A love letter to beautiful lines of prose
Stuck ugly in the wrong story,
In the wrong paragraph, wrong sentence.
So garish is it standing awkward,
All dressed up to the wrong party.
Ceremony for the dearly departed,
Ripped tearfully from existence,
Flushed from the bowl
To spiral fast and faraway through
And to every thought and plan too ambitious to stand upright, every schemer not skilled yet enough to push life into vision, every dreamer too stuck scared straight to put a foot onto firm land - this is for them.

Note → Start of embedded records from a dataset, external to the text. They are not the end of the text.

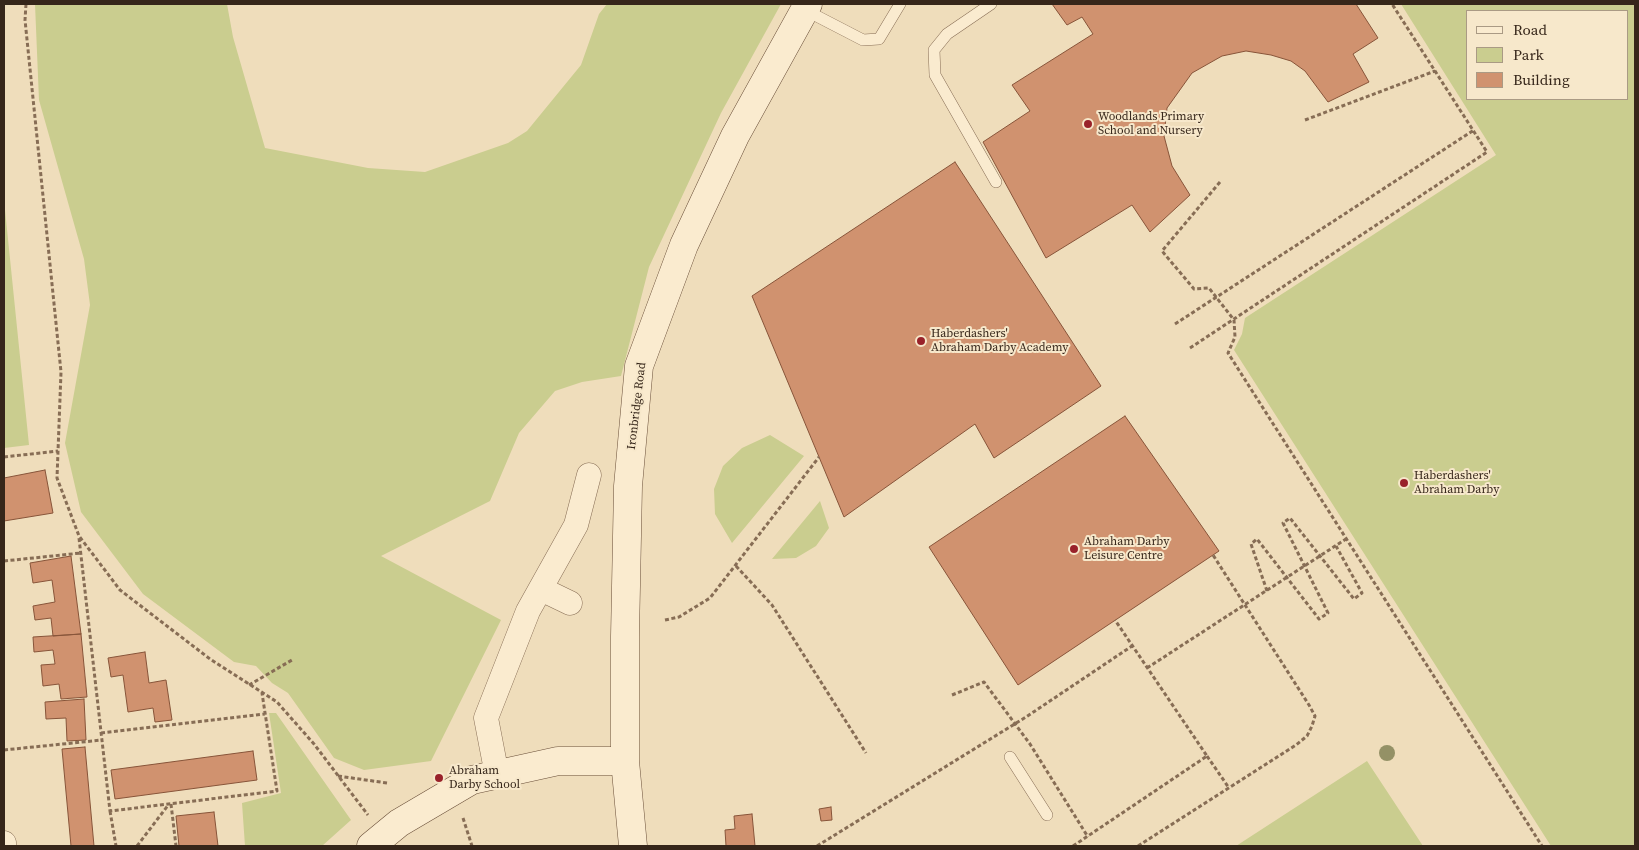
<!DOCTYPE html>
<html>
<head>
<meta charset="utf-8">
<style>
	body { margin:0 }
	#map { position:relative; width:1639px; height:850px; overflow:hidden; background:#efddbb; font-family:"Source Serif 4",serif }
	canvas { display:block }
	.frame { position:absolute; inset:0; border:5px solid #36261a; pointer-events:none }
	.legend { position:absolute; left:1466px; top:10px; width:162px; height:90px; box-sizing:border-box; background:#f7e8cb; border:1px solid #aa9a84; margin:0; padding:6px 9px; list-style:none; font-size:15px; color:#36261a }
	.legend li { display:flex; align-items:center; gap:10px; height:25px }
	.legend b { width:25px; border:1px solid #aa9a84 }
</style>
</head>
<body>
<div id="map">
<canvas width="1639" height="850"></canvas>
<div class="frame"></div>
<ul class="legend">
<li><b style="height:6px;background:#faebcf"></b>Road</li>
<li><b style="height:14px;background:#cacd8f"></b>Park</li>
<li><b style="height:14px;background:#d0926f"></b>Building</li>
</ul>
</div>
<script>
const ctx = document.querySelector('canvas').getContext('2d');
ctx.lineJoin = 'round';
function paint(path, color) { ctx.fillStyle = color; ctx.fill(path, 'evenodd'); }
const shape = rows => new Path2D(rows.map(r => 'M' + r).join(''));
function stroke(path, color, width, dash) { ctx.strokeStyle = color; ctx.lineWidth = width; ctx.lineCap = dash ? 'butt' : 'round'; ctx.setLineDash(dash || []); ctx.stroke(path); }
function write(font, color, halo, rows, align = 'center') {
  ctx.font = font + ' "Source Serif 4",serif'; ctx.lineWidth = 4; ctx.setLineDash([]); ctx.textBaseline = 'middle'; ctx.strokeStyle = halo; ctx.fillStyle = color; for (const [text, x, y, turn = 0] of rows) {
    ctx.save(); ctx.translate(x, y); ctx.rotate((+turn || 0) * Math.PI / 180); ctx.textAlign = isNaN(turn) ? turn : align; if (halo) ctx.strokeText(text, 0, 0); ctx.fillText(text, 0, 0); ctx.restore();
  }
}
paint(shape([
	[35,4,227,4,233,37,265,148,368,168,425,172,508,143,527,131,581,65,599,14,607,4,781,4,721,113,649,267,621,376,582,382,555,391,519,433,490,501,381,556,501,620,431,761,364,770,334,758,288,693,272,683,256,666,234,662,143,594,81,512,65,443,90,305,84,259,39,100],
	[1401,4,1635,4,1635,846,1551,846,1234,350,1242,334,1245,318,1496,155],
	[1468,11,1628,11,1628,99,1468,99],
	[4,200,29,445,4,448],
	[770,435,804,456,732,543,715,514,714,489,723,466,742,448],
	[820,501,829,528,816,546,796,558,772,559],
	[269,713,276,713,351,820,322,846,245,846,242,803,281,793],
	[1367,761,1423,846,1236,846]
]), '#cacd8f');
const building = shape([
	[1052,4,1356,4,1378,38,1353,54,1369,82,1328,102,1305,71,1291,61,1271,55,1246,51,1222,56,1192,73,1167,108,1164,136,1172,166,1190,195,1150,232,1132,205,1046,258,983,142,1030,111,1012,85,1093,34,1082,17,1067,25,1052,4],
	[955,162,1101,386,994,458,975,424,844,517,752,296,955,162],
	[1125,416,1219,551,1018,685,929,547,1125,416],
	[45,470,53,513,4,521,4,478,45,470],
	[71,556,81,634,53,636,51,618,35,620,33,606,55,602,52,580,33,583,30,563,71,556],
	[81,634,87,697,61,699,59,684,43,686,41,665,55,664,53,650,34,652,33,637,81,634],
	[145,652,149,683,166,680,172,720,155,722,153,708,128,712,123,675,111,677,108,658,145,652],
	[84,699,86,740,67,741,66,718,46,719,45,702,84,699],
	[85,747,94,846,71,846,62,749,85,747],
	[253,751,257,780,115,799,111,770,253,751],
	[831,807,832,820,821,821,819,809,831,807],
	[214,812,218,846,179,846,176,816,214,812],
	[752,814,755,846,726,846,725,830,735,829,734,816,752,814]
]);
paint(building, '#d0926f');
stroke(building, '#875439', 1);
const lane = shape([
	[991,4,947,34,934,50,935,75,996,182],
	[805,10,863,40,879,39,900,4],
	[1010,757,1047,815]
]);
const street = shape([
	[541,589,570,603],
	[497,775,486,718,528,611,576,525,589,475],
	[4,843,4,846]
]);
const secondary = shape([
	[371,846,399,823,472,780,558,761,625,761],
	[633,846,625,761,625,636,628,486,639,366,684,245,735,136,808,4]
]);
stroke(lane, '#876d55', 12);
stroke(street, '#876d55', 25);
stroke(secondary, '#694e38', 29);
stroke(shape([
	[26,4,25,20,61,372,57,478,79,536,120,590,210,659,277,702,314,744,368,815],
	[1305,120,1435,71],
	[1220,182,1162,251,1194,289,1209,288,1234,320,1235,337,1228,353,1542,846],
	[1175,324,1474,130],
	[1190,348,1487,152,1392,4],
	[4,457,58,451],
	[79,538,110,811,277,791,262,693],
	[4,561,81,553],
	[736,566,772,605,866,753],
	[1267,591,1251,544,1257,539,1319,619,1328,613,1283,523,1290,518,1354,599,1362,593,1336,546],
	[665,620,679,617,710,598,819,457],
	[1147,668,1346,539],
	[249,685,292,660],
	[952,695,984,682,1030,744,1088,837],
	[101,733,265,714],
	[4,750,102,740],
	[1207,756,1229,788],
	[338,776,387,783],
	[171,804,176,846],
	[110,811,116,846],
	[463,818,472,846],
	[137,846,169,804],
	[817,846,1026,717,1132,646],
	[1073,846,1207,756,1115,620],
	[1138,846,1296,745,1307,736,1312,726,1315,716,1309,705,1213,555]
]), '#876d55', 3, [4, 2.5]);
stroke(lane, '#faebcf', 11);
stroke(street, '#faebcf', 24);
stroke(secondary, '#faebcf', 28);
ctx.fillStyle = '#949166';
for (const [x, y] of [
	[1387,753]
]) { ctx.beginPath(); ctx.arc(x, y, 8, 0, 2 * Math.PI); ctx.fill(); }
for (const [x, y, r, color] of [
	[1088,124,5,"#99222a"],
	[921,341,5,"#99222a"],
	[1404,483,5,"#99222a"],
	[1074,549,5,"#99222a"],
	[439,778,5,"#99222a"]
]) { const dot = new Path2D(); dot.arc(x, y, r, 0, 2 * Math.PI); ctx.fillStyle = color; ctx.fill(dot); stroke(dot, '#f7e8cb', 2); }
write('12px', '#36261a', '#f7e8cb', [
	["Woodlands Primary",1098,117],
	["School and Nursery",1098,131],
	["Haberdashers'",931,334],
	["Abraham Darby Academy",931,348],
	["Haberdashers'",1414,476],
	["Abraham Darby",1414,490],
	["Abraham Darby",1084,542],
	["Leisure Centre",1084,556],
	["Abraham",449,771],
	["Darby School",449,785]
], 'left');
write('12px', '#36261a', '#f7e8cb', [
	["Ironbridge Road",637,406,-83]
]);
</script>
</body>
</html>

Not a traditional Wednesday post, I know, but I was feeling whimsical this evening. But this really is for those, like me, who have thrown out mounds and mounds of work, prose and poetry, that was either out of place or downright awful. Or maybe not even awful, but just not quite to where it should be, and you spend so much time staring at it, fixing it, that it becomes one, huge congealed blob of terribleness.
The hard part is letting go of gems, those parts near and dear, that came to the mind and to the pen in a fit of brilliance but now, as it is looked upon with sober eyes, no longer does the line, the phrase, the passage, shine like it did during its rough and messy conception. The hard part is tossing these out because you've grown so attached.
But it's essential, this form of self-editing. It is essential to put the health of the work firmly in front of the health of the writer's sanity. Doesn't matter how much you like what that character says or how that scene came together so perfectly - if it doesn't fit, if it strikes the ear strangely (you are reading your story aloud, right?), it needs to be long gone down that storm drain.